Please retype the records below exactly, omitting any images.

*** Opening ENTRIES PROVIDED ***

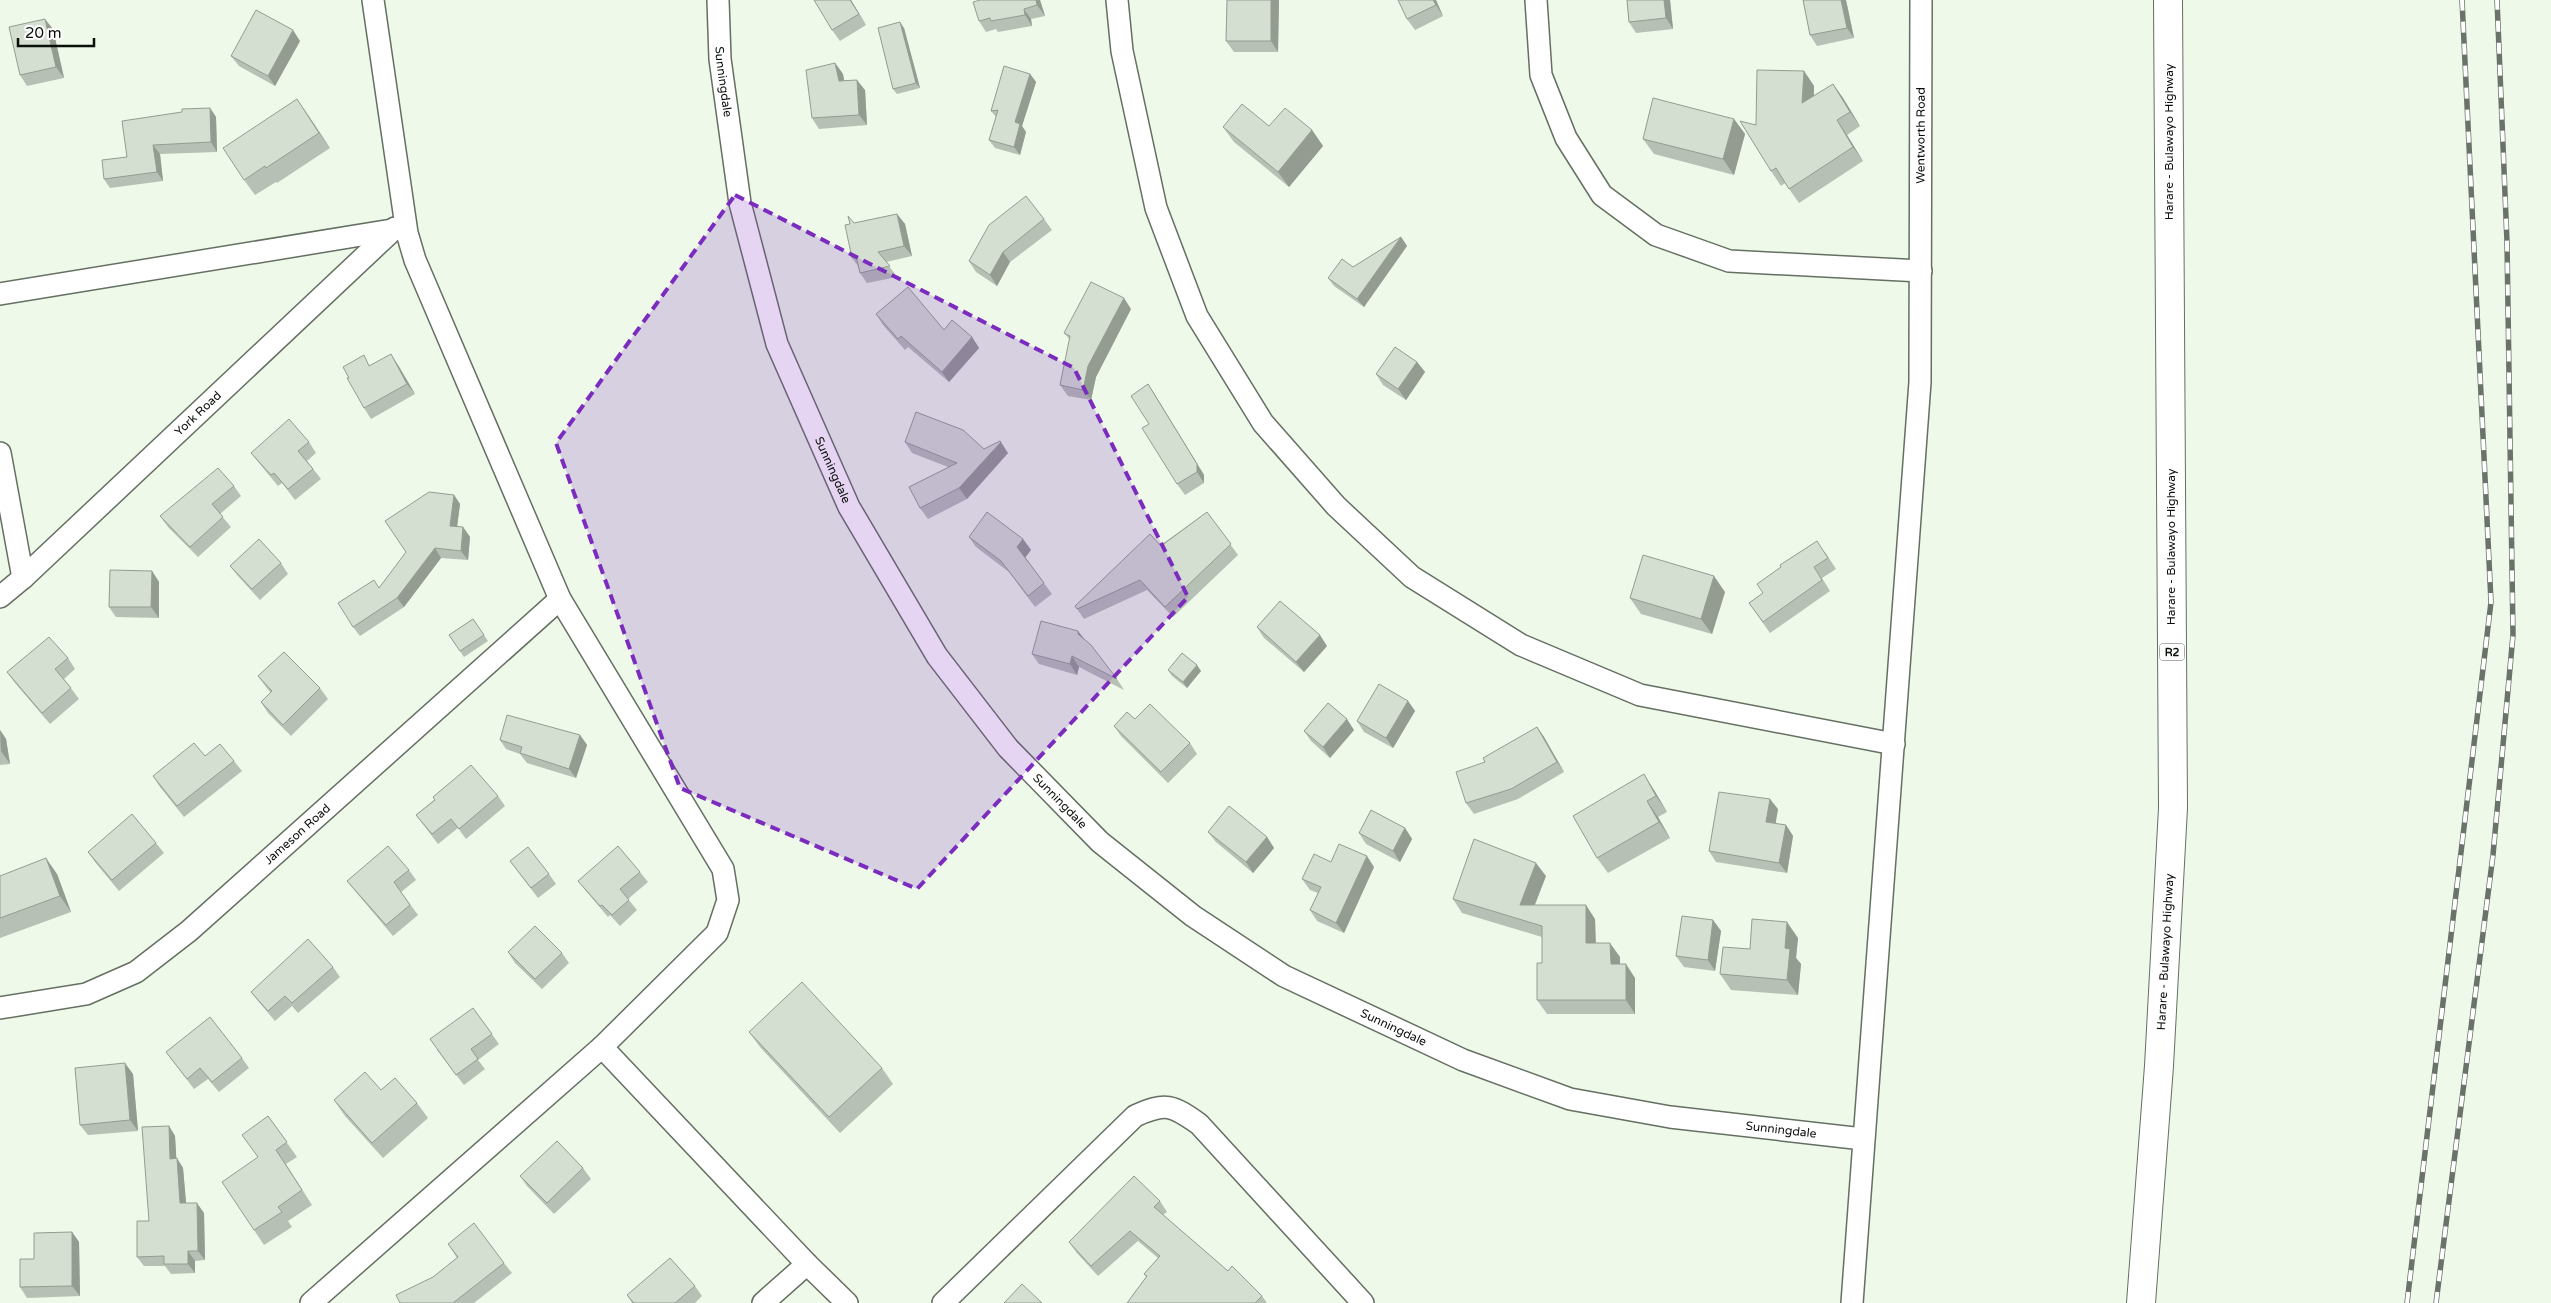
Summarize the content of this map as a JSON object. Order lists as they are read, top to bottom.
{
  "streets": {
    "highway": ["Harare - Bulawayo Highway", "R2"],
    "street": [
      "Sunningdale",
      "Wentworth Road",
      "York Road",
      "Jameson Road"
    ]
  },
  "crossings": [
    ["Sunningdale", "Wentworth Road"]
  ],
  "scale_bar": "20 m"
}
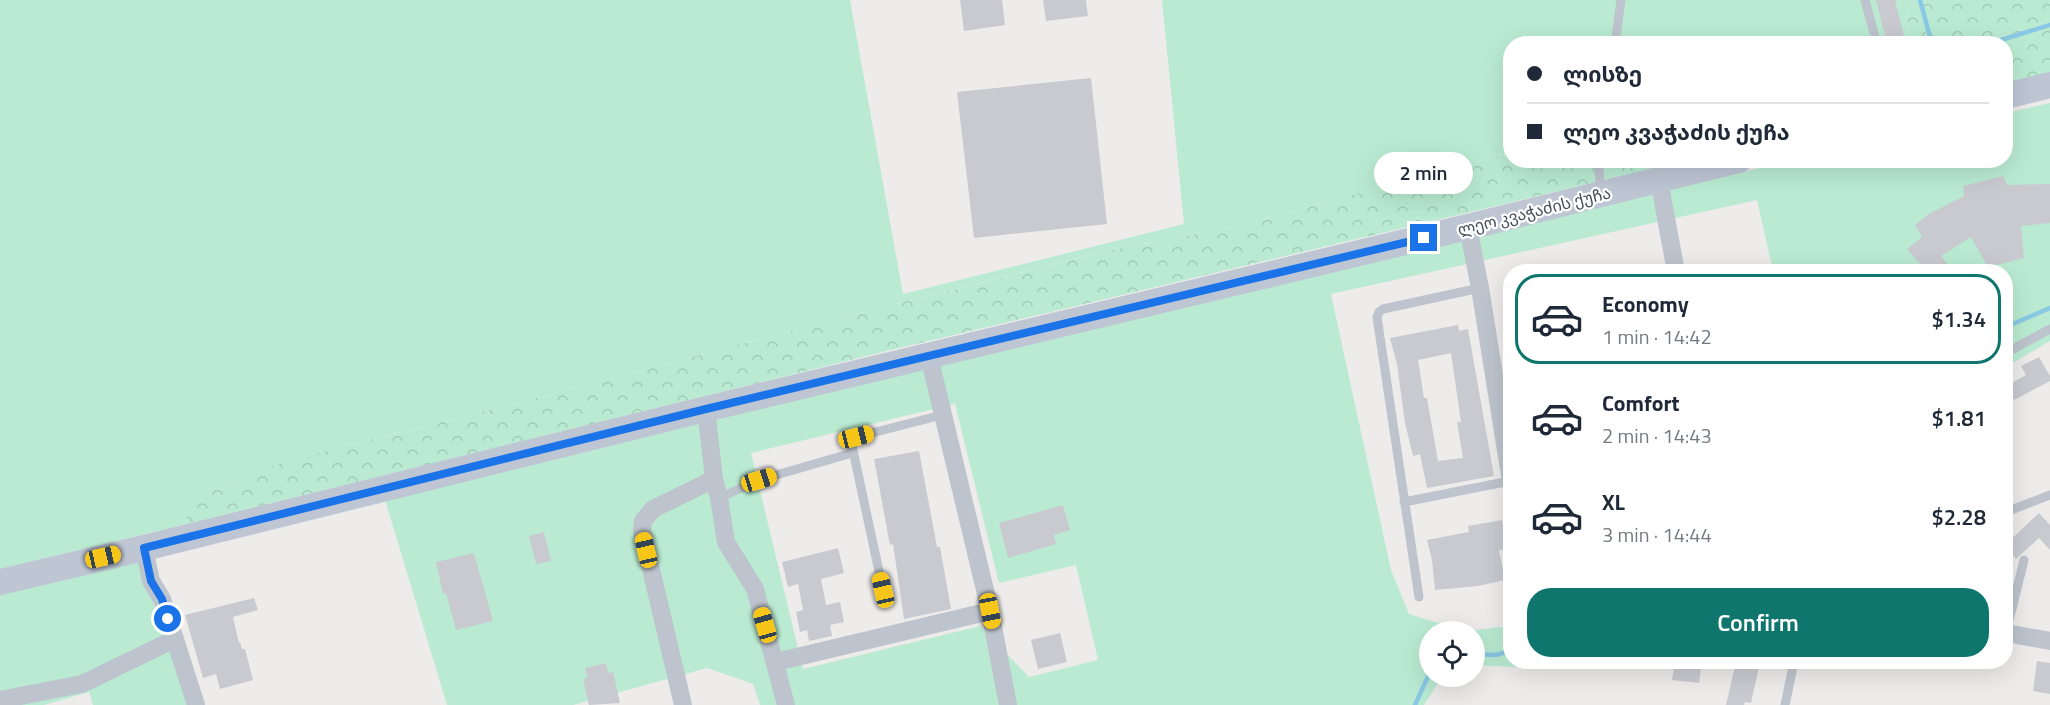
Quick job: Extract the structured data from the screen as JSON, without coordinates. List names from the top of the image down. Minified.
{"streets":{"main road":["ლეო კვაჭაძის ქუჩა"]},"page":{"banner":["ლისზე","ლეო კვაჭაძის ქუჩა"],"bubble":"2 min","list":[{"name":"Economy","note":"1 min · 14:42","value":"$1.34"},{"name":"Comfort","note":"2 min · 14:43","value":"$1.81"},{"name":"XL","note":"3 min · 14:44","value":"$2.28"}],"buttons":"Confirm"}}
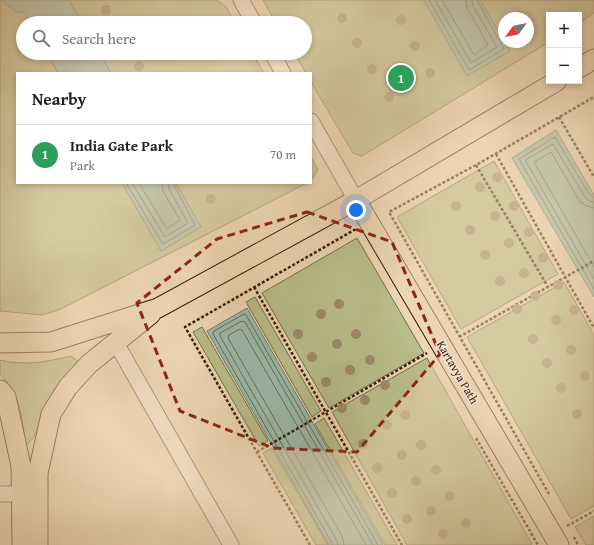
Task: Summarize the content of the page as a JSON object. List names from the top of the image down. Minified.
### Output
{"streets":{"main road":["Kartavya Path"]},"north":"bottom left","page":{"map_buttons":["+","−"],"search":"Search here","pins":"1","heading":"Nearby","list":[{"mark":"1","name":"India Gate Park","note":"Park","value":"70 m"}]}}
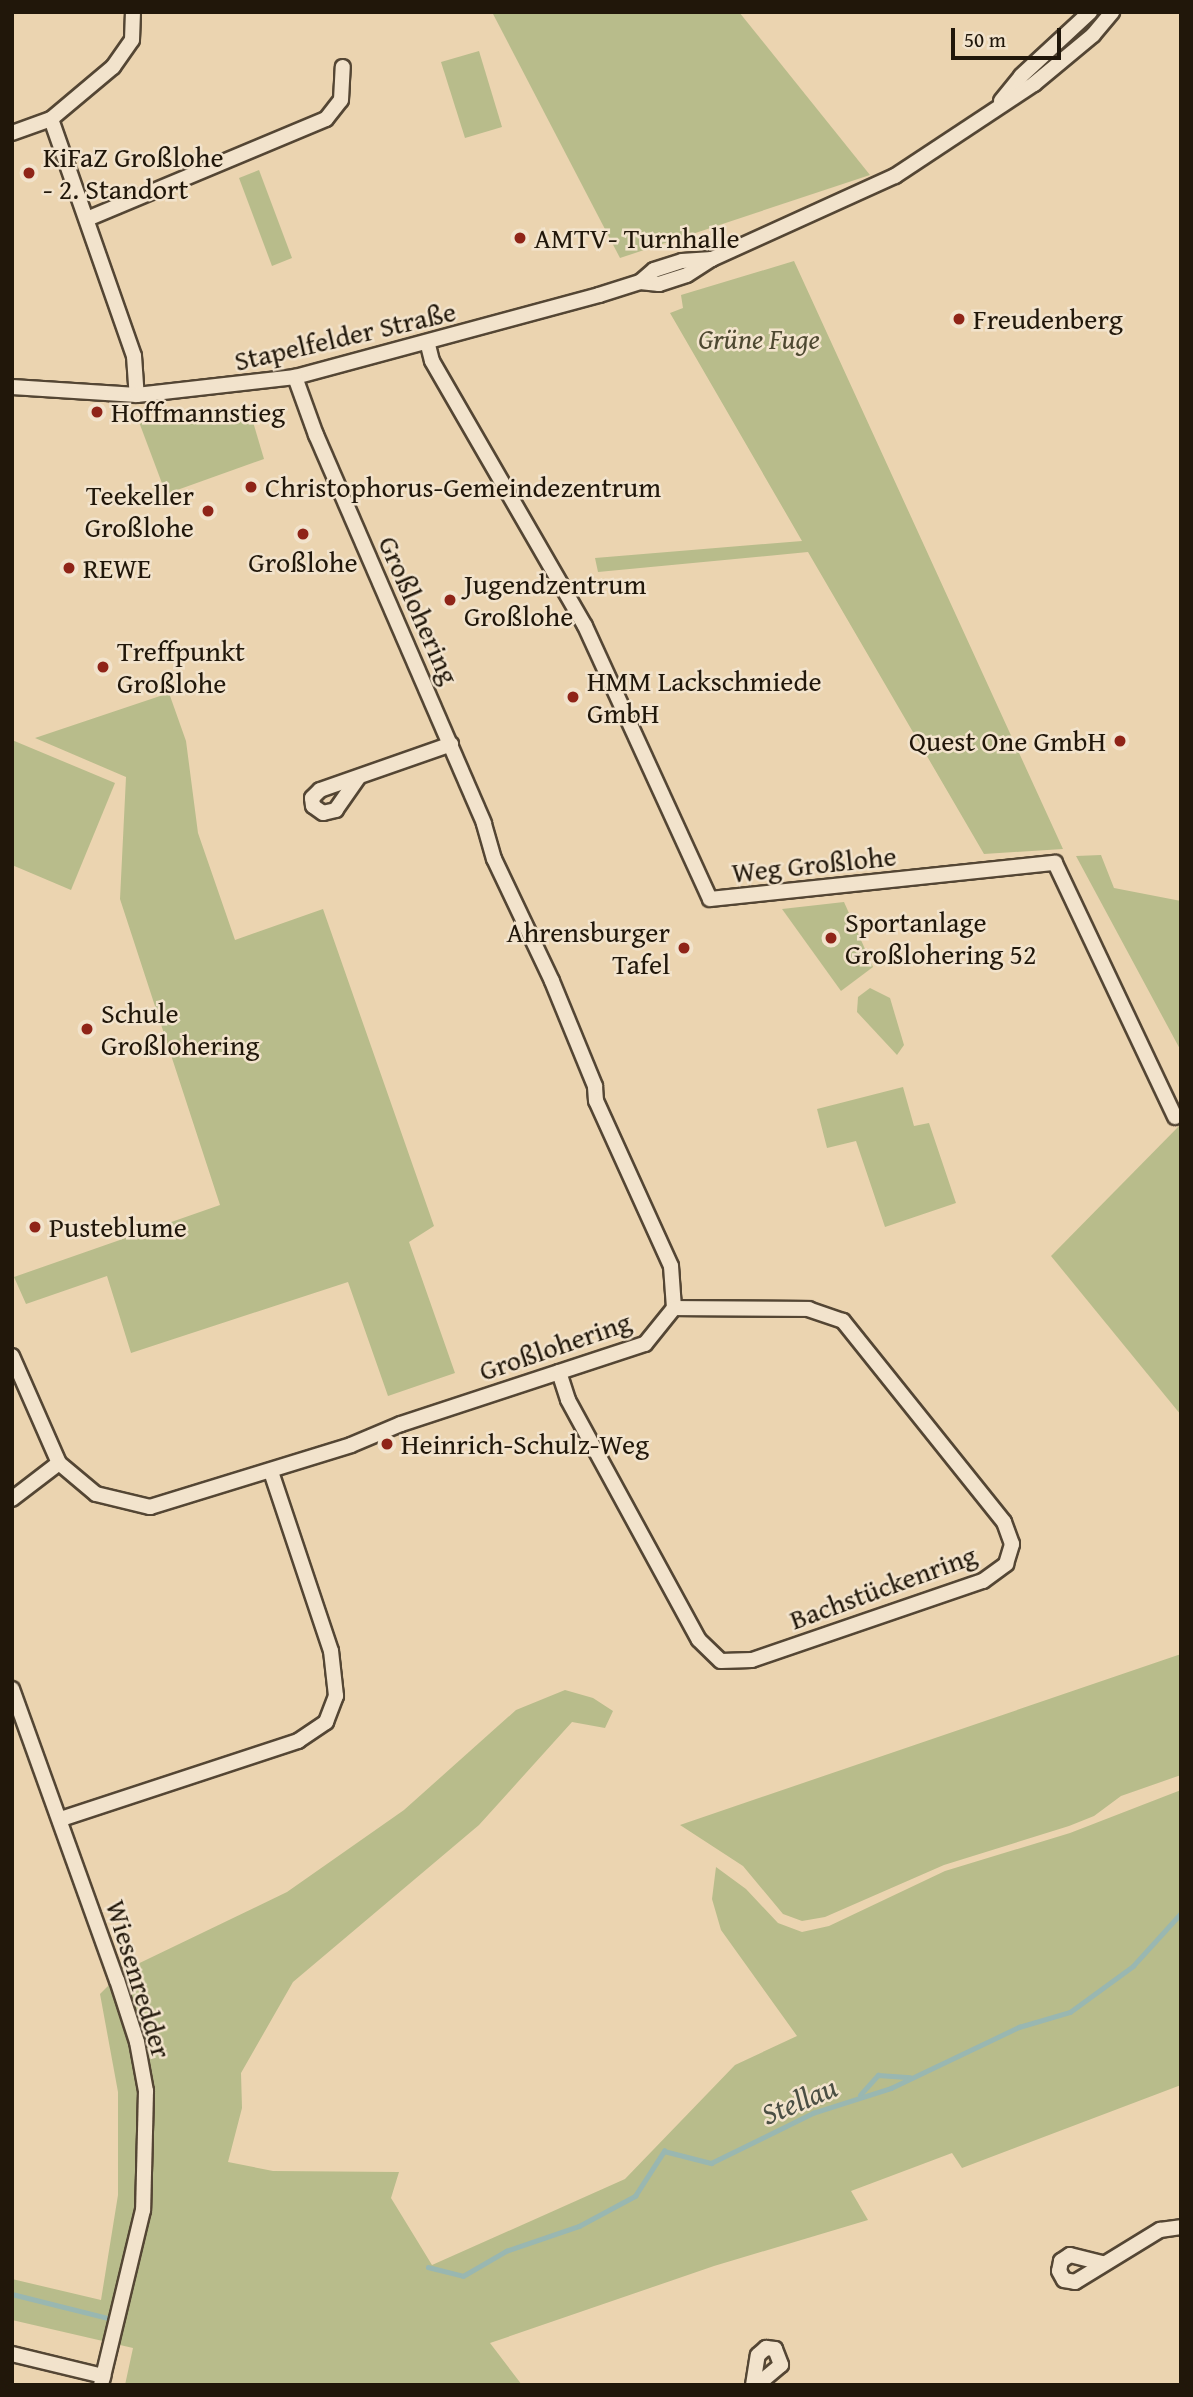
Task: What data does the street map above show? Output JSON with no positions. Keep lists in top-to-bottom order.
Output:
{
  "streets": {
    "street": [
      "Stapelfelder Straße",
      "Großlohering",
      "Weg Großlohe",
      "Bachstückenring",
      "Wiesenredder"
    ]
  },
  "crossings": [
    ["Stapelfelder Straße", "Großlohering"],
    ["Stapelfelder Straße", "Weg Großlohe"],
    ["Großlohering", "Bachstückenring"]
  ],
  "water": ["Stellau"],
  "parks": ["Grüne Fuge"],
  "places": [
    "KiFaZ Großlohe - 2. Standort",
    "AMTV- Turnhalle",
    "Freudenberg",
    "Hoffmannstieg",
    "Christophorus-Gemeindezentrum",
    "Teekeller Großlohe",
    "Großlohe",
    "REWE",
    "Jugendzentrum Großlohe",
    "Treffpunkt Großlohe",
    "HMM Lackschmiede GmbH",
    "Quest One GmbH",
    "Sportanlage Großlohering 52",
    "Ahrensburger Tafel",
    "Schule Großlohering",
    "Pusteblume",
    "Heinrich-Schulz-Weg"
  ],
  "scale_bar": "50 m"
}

*** Closing ENTRIES PROVIDED ***

▶ _WRITTEN ANSWER_:
Summarize the content of this map as a JSON object. Order lists as they are read, top to bottom.
{
  "streets": {
    "highway": ["Harare - Bulawayo Highway", "R2"],
    "street": [
      "Sunningdale",
      "Wentworth Road",
      "York Road",
      "Jameson Road"
    ]
  },
  "crossings": [
    ["Sunningdale", "Wentworth Road"]
  ],
  "scale_bar": "20 m"
}
Quick job: Extract the structured data from the screen as JSON, without coordinates. List names from the top of the image down. Minified.
{"streets":{"main road":["ლეო კვაჭაძის ქუჩა"]},"page":{"banner":["ლისზე","ლეო კვაჭაძის ქუჩა"],"bubble":"2 min","list":[{"name":"Economy","note":"1 min · 14:42","value":"$1.34"},{"name":"Comfort","note":"2 min · 14:43","value":"$1.81"},{"name":"XL","note":"3 min · 14:44","value":"$2.28"}],"buttons":"Confirm"}}
Task: Summarize the content of the page as a JSON object. List names from the top of the image down. Minified.
### Output
{"streets":{"main road":["Kartavya Path"]},"north":"bottom left","page":{"map_buttons":["+","−"],"search":"Search here","pins":"1","heading":"Nearby","list":[{"mark":"1","name":"India Gate Park","note":"Park","value":"70 m"}]}}
Task: What data does the street map above show? Output JSON with no positions. Keep lists in top-to-bottom order.
Output:
{
  "streets": {
    "street": [
      "Stapelfelder Straße",
      "Großlohering",
      "Weg Großlohe",
      "Bachstückenring",
      "Wiesenredder"
    ]
  },
  "crossings": [
    ["Stapelfelder Straße", "Großlohering"],
    ["Stapelfelder Straße", "Weg Großlohe"],
    ["Großlohering", "Bachstückenring"]
  ],
  "water": ["Stellau"],
  "parks": ["Grüne Fuge"],
  "places": [
    "KiFaZ Großlohe - 2. Standort",
    "AMTV- Turnhalle",
    "Freudenberg",
    "Hoffmannstieg",
    "Christophorus-Gemeindezentrum",
    "Teekeller Großlohe",
    "Großlohe",
    "REWE",
    "Jugendzentrum Großlohe",
    "Treffpunkt Großlohe",
    "HMM Lackschmiede GmbH",
    "Quest One GmbH",
    "Sportanlage Großlohering 52",
    "Ahrensburger Tafel",
    "Schule Großlohering",
    "Pusteblume",
    "Heinrich-Schulz-Weg"
  ],
  "scale_bar": "50 m"
}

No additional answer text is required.